%%

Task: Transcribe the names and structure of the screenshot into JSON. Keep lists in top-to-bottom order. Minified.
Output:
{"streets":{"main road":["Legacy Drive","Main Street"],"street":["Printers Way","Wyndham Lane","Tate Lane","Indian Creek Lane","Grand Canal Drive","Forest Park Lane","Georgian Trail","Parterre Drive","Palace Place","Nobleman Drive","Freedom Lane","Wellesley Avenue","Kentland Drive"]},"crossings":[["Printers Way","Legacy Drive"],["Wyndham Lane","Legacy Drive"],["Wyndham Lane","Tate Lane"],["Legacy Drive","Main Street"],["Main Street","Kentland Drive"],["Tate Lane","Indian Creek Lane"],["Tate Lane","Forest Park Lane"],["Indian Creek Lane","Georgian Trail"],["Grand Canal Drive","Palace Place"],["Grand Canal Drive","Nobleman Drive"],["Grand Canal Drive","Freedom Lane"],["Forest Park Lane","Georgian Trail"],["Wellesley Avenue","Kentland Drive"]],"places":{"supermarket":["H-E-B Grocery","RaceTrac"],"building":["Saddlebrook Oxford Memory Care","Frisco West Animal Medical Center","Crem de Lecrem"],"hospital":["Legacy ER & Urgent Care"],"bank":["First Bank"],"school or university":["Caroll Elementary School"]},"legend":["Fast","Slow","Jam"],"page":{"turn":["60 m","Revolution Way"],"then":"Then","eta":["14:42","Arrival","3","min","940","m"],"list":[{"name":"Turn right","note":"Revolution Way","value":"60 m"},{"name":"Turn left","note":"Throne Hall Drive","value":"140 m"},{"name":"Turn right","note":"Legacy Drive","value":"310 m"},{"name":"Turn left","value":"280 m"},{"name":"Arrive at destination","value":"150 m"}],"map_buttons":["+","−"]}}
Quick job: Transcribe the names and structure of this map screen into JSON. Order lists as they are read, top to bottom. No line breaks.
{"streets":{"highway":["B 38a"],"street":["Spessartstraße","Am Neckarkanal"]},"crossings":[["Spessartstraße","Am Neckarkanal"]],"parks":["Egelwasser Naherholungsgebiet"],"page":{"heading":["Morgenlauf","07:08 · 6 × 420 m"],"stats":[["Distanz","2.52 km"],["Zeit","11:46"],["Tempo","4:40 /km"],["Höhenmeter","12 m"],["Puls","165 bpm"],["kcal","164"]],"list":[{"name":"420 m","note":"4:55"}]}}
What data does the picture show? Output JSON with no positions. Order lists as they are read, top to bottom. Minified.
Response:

%%

Task objective: Each entry shown above is to be duplicated exactly.

Result below:
Task: Transcribe the names and structure of the screenshot into JSON. Keep lists in top-to-bottom order. Minified.
Output:
{"streets":{"main road":["Legacy Drive","Main Street"],"street":["Printers Way","Wyndham Lane","Tate Lane","Indian Creek Lane","Grand Canal Drive","Forest Park Lane","Georgian Trail","Parterre Drive","Palace Place","Nobleman Drive","Freedom Lane","Wellesley Avenue","Kentland Drive"]},"crossings":[["Printers Way","Legacy Drive"],["Wyndham Lane","Legacy Drive"],["Wyndham Lane","Tate Lane"],["Legacy Drive","Main Street"],["Main Street","Kentland Drive"],["Tate Lane","Indian Creek Lane"],["Tate Lane","Forest Park Lane"],["Indian Creek Lane","Georgian Trail"],["Grand Canal Drive","Palace Place"],["Grand Canal Drive","Nobleman Drive"],["Grand Canal Drive","Freedom Lane"],["Forest Park Lane","Georgian Trail"],["Wellesley Avenue","Kentland Drive"]],"places":{"supermarket":["H-E-B Grocery","RaceTrac"],"building":["Saddlebrook Oxford Memory Care","Frisco West Animal Medical Center","Crem de Lecrem"],"hospital":["Legacy ER & Urgent Care"],"bank":["First Bank"],"school or university":["Caroll Elementary School"]},"legend":["Fast","Slow","Jam"],"page":{"turn":["60 m","Revolution Way"],"then":"Then","eta":["14:42","Arrival","3","min","940","m"],"list":[{"name":"Turn right","note":"Revolution Way","value":"60 m"},{"name":"Turn left","note":"Throne Hall Drive","value":"140 m"},{"name":"Turn right","note":"Legacy Drive","value":"310 m"},{"name":"Turn left","value":"280 m"},{"name":"Arrive at destination","value":"150 m"}],"map_buttons":["+","−"]}}
Quick job: Transcribe the names and structure of this map screen into JSON. Order lists as they are read, top to bottom. No line breaks.
{"streets":{"highway":["B 38a"],"street":["Spessartstraße","Am Neckarkanal"]},"crossings":[["Spessartstraße","Am Neckarkanal"]],"parks":["Egelwasser Naherholungsgebiet"],"page":{"heading":["Morgenlauf","07:08 · 6 × 420 m"],"stats":[["Distanz","2.52 km"],["Zeit","11:46"],["Tempo","4:40 /km"],["Höhenmeter","12 m"],["Puls","165 bpm"],["kcal","164"]],"list":[{"name":"420 m","note":"4:55"}]}}
What data does the picture show? Output JSON with no positions. Order lists as they are read, top to bottom. Minified.
Response:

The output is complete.